Saved data entries:
------

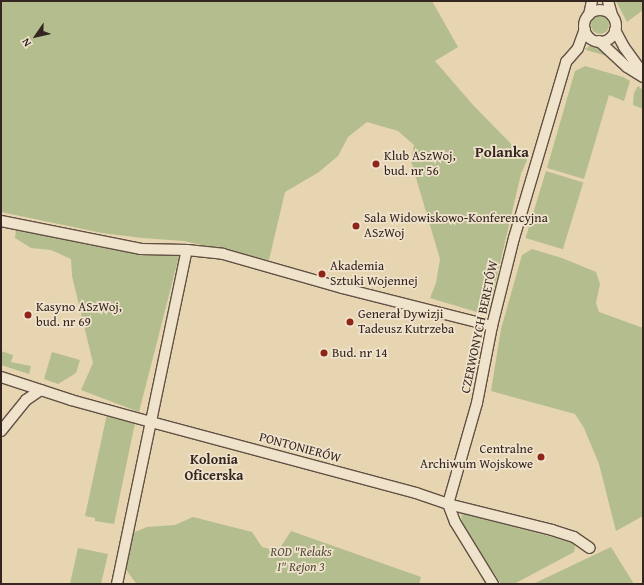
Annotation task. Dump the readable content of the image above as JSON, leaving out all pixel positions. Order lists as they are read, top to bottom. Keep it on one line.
{"streets":{"street":["CZERWONYCH BERETÓW","PONTONIERÓW"]},"crossings":[["CZERWONYCH BERETÓW","PONTONIERÓW"]],"districts":["Polanka","Kolonia Oficerska"],"parks":["ROD \"Relaks I\" Rejon 3"],"places":["Klub ASzWoj, bud. nr 56","Sala Widowiskowo-Konferencyjna ASzWoj","Akademia Sztuki Wojennej","Kasyno ASzWoj, bud. nr 69","Generał Dywizji Tadeusz Kutrzeba","Bud. nr 14","Centralne Archiwum Wojskowe"],"north":"bottom left"}
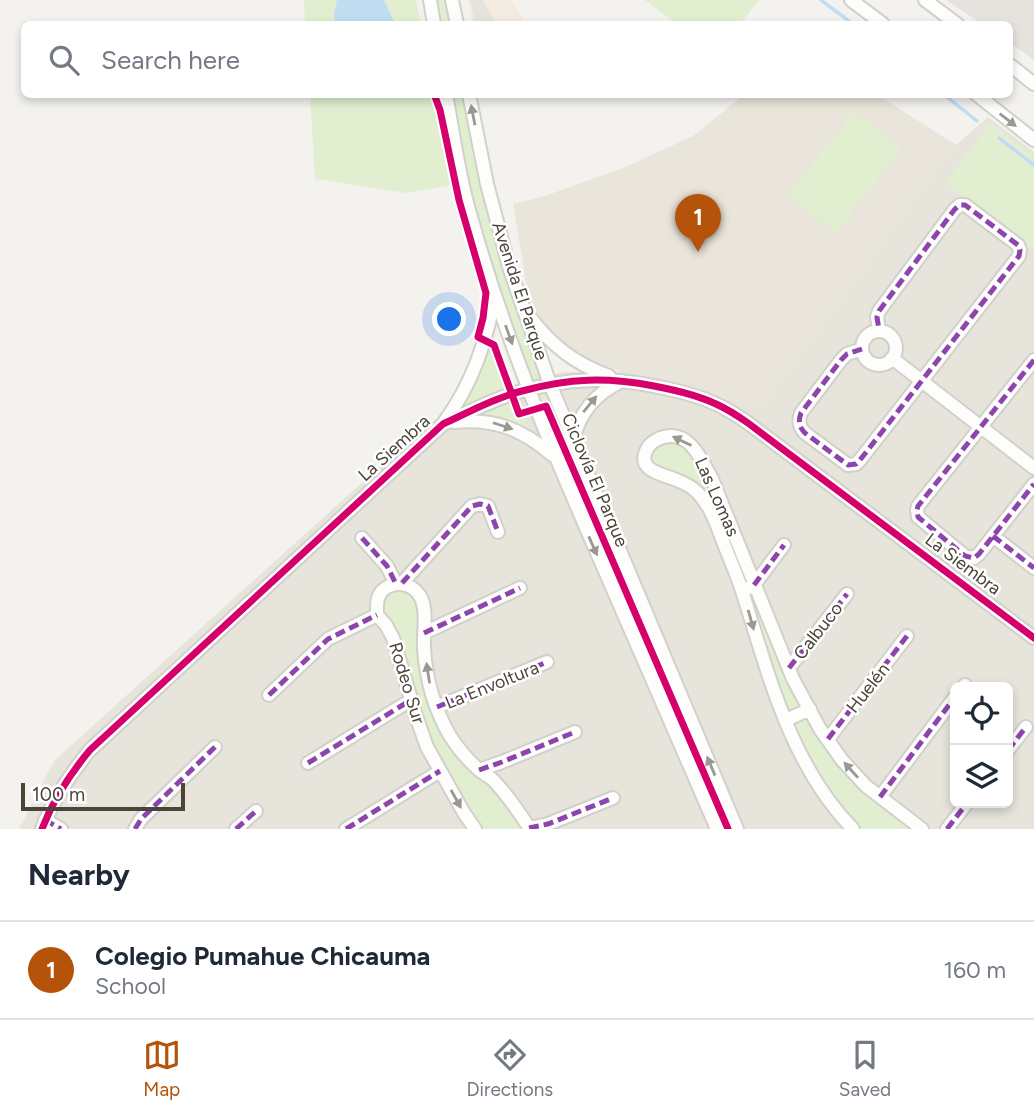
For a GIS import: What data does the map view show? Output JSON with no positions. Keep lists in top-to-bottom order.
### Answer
{
  "streets": {
    "street": [
      "Avenida El Parque",
      "La Siembra",
      "Las Lomas",
      "Calbuco",
      "Rodeo Sur",
      "La Envoltura",
      "Huelén"
    ],
    "cycle path": ["Ciclovía El Parque"]
  },
  "crossings": [
    ["Avenida El Parque", "La Siembra"],
    ["Las Lomas", "Calbuco"],
    ["Las Lomas", "Huelén"],
    ["Rodeo Sur", "La Envoltura"]
  ],
  "scale_bar": "100 m",
  "page": {
    "search": "Search here",
    "pins": "1",
    "scale": "100 m",
    "heading": "Nearby",
    "list": [
      {
        "mark": "1",
        "name": "Colegio Pumahue Chicauma",
        "note": "School",
        "value": "160 m"
      }
    ],
    "nav": ["Map", "Directions", "Saved"]
  }
}
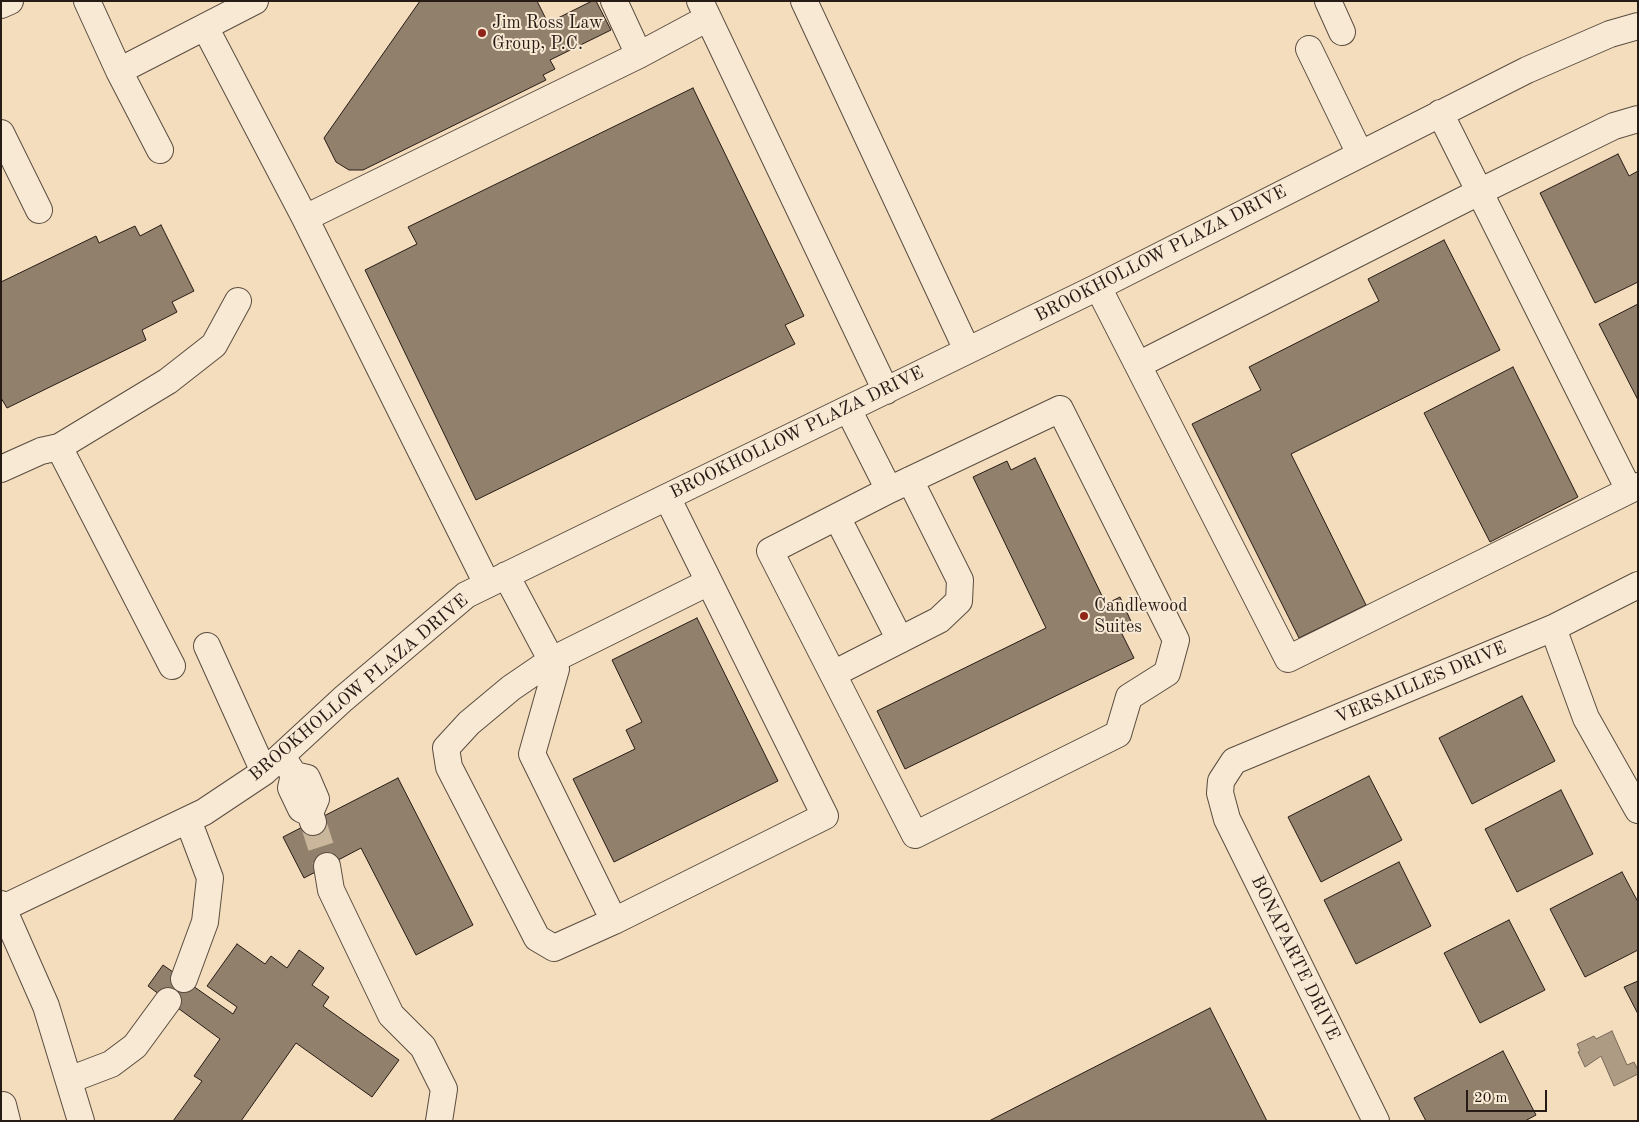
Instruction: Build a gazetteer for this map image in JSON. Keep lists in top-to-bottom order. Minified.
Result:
{"streets":{"street":["BROOKHOLLOW PLAZA DRIVE","VERSAILLES DRIVE","BONAPARTE DRIVE"]},"crossings":[["VERSAILLES DRIVE","BONAPARTE DRIVE"]],"places":["Jim Ross Law Group, P.C.","Candlewood Suites"],"scale_bar":"20 m"}
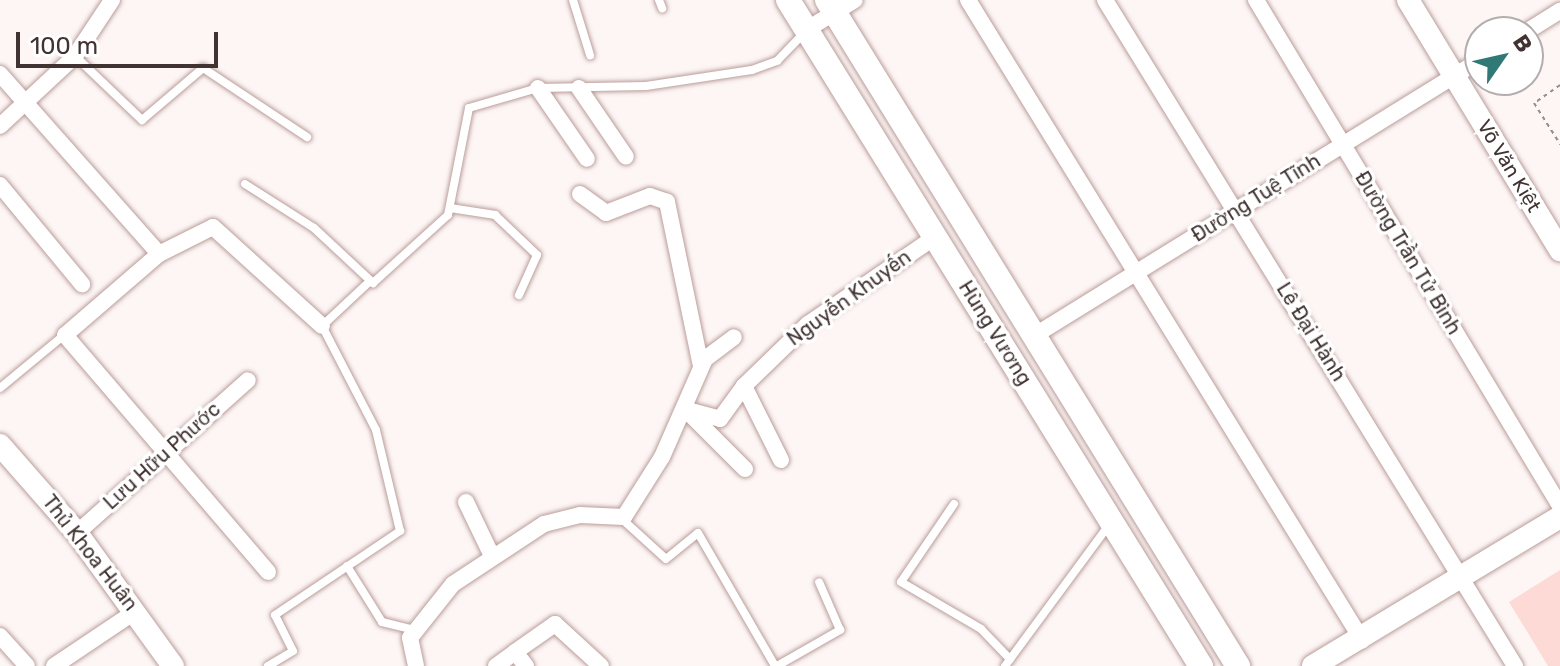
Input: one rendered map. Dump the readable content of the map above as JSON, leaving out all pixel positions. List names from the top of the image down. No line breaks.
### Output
{"streets":{"main road":["Hùng Vương"],"street":["Võ Văn Kiệt","Đường Tuệ Tĩnh","Đường Trần Tử Bình","Nguyễn Khuyến","Lê Đại Hành","Lưu Hữu Phước","Thủ Khoa Huân"]},"crossings":[["Võ Văn Kiệt","Đường Tuệ Tĩnh"],["Đường Tuệ Tĩnh","Đường Trần Tử Bình"],["Đường Tuệ Tĩnh","Lê Đại Hành"],["Đường Tuệ Tĩnh","Hùng Vương"],["Nguyễn Khuyến","Hùng Vương"],["Lưu Hữu Phước","Thủ Khoa Huân"]],"scale_bar":"100 m","north":"top right"}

------

Goal of the exercise: Would you copy the records word for word, without any of their pictures?

Output of the task:
Annotation task. Dump the readable content of the image above as JSON, leaving out all pixel positions. Order lists as they are read, top to bottom. Keep it on one line.
{"streets":{"street":["CZERWONYCH BERETÓW","PONTONIERÓW"]},"crossings":[["CZERWONYCH BERETÓW","PONTONIERÓW"]],"districts":["Polanka","Kolonia Oficerska"],"parks":["ROD \"Relaks I\" Rejon 3"],"places":["Klub ASzWoj, bud. nr 56","Sala Widowiskowo-Konferencyjna ASzWoj","Akademia Sztuki Wojennej","Kasyno ASzWoj, bud. nr 69","Generał Dywizji Tadeusz Kutrzeba","Bud. nr 14","Centralne Archiwum Wojskowe"],"north":"bottom left"}
For a GIS import: What data does the map view show? Output JSON with no positions. Keep lists in top-to-bottom order.
### Answer
{
  "streets": {
    "street": [
      "Avenida El Parque",
      "La Siembra",
      "Las Lomas",
      "Calbuco",
      "Rodeo Sur",
      "La Envoltura",
      "Huelén"
    ],
    "cycle path": ["Ciclovía El Parque"]
  },
  "crossings": [
    ["Avenida El Parque", "La Siembra"],
    ["Las Lomas", "Calbuco"],
    ["Las Lomas", "Huelén"],
    ["Rodeo Sur", "La Envoltura"]
  ],
  "scale_bar": "100 m",
  "page": {
    "search": "Search here",
    "pins": "1",
    "scale": "100 m",
    "heading": "Nearby",
    "list": [
      {
        "mark": "1",
        "name": "Colegio Pumahue Chicauma",
        "note": "School",
        "value": "160 m"
      }
    ],
    "nav": ["Map", "Directions", "Saved"]
  }
}
Instruction: Build a gazetteer for this map image in JSON. Keep lists in top-to-bottom order. Minified.
Result:
{"streets":{"street":["BROOKHOLLOW PLAZA DRIVE","VERSAILLES DRIVE","BONAPARTE DRIVE"]},"crossings":[["VERSAILLES DRIVE","BONAPARTE DRIVE"]],"places":["Jim Ross Law Group, P.C.","Candlewood Suites"],"scale_bar":"20 m"}
Input: one rendered map. Dump the readable content of the map above as JSON, leaving out all pixel positions. List names from the top of the image down. No line breaks.
### Output
{"streets":{"main road":["Hùng Vương"],"street":["Võ Văn Kiệt","Đường Tuệ Tĩnh","Đường Trần Tử Bình","Nguyễn Khuyến","Lê Đại Hành","Lưu Hữu Phước","Thủ Khoa Huân"]},"crossings":[["Võ Văn Kiệt","Đường Tuệ Tĩnh"],["Đường Tuệ Tĩnh","Đường Trần Tử Bình"],["Đường Tuệ Tĩnh","Lê Đại Hành"],["Đường Tuệ Tĩnh","Hùng Vương"],["Nguyễn Khuyến","Hùng Vương"],["Lưu Hữu Phước","Thủ Khoa Huân"]],"scale_bar":"100 m","north":"top right"}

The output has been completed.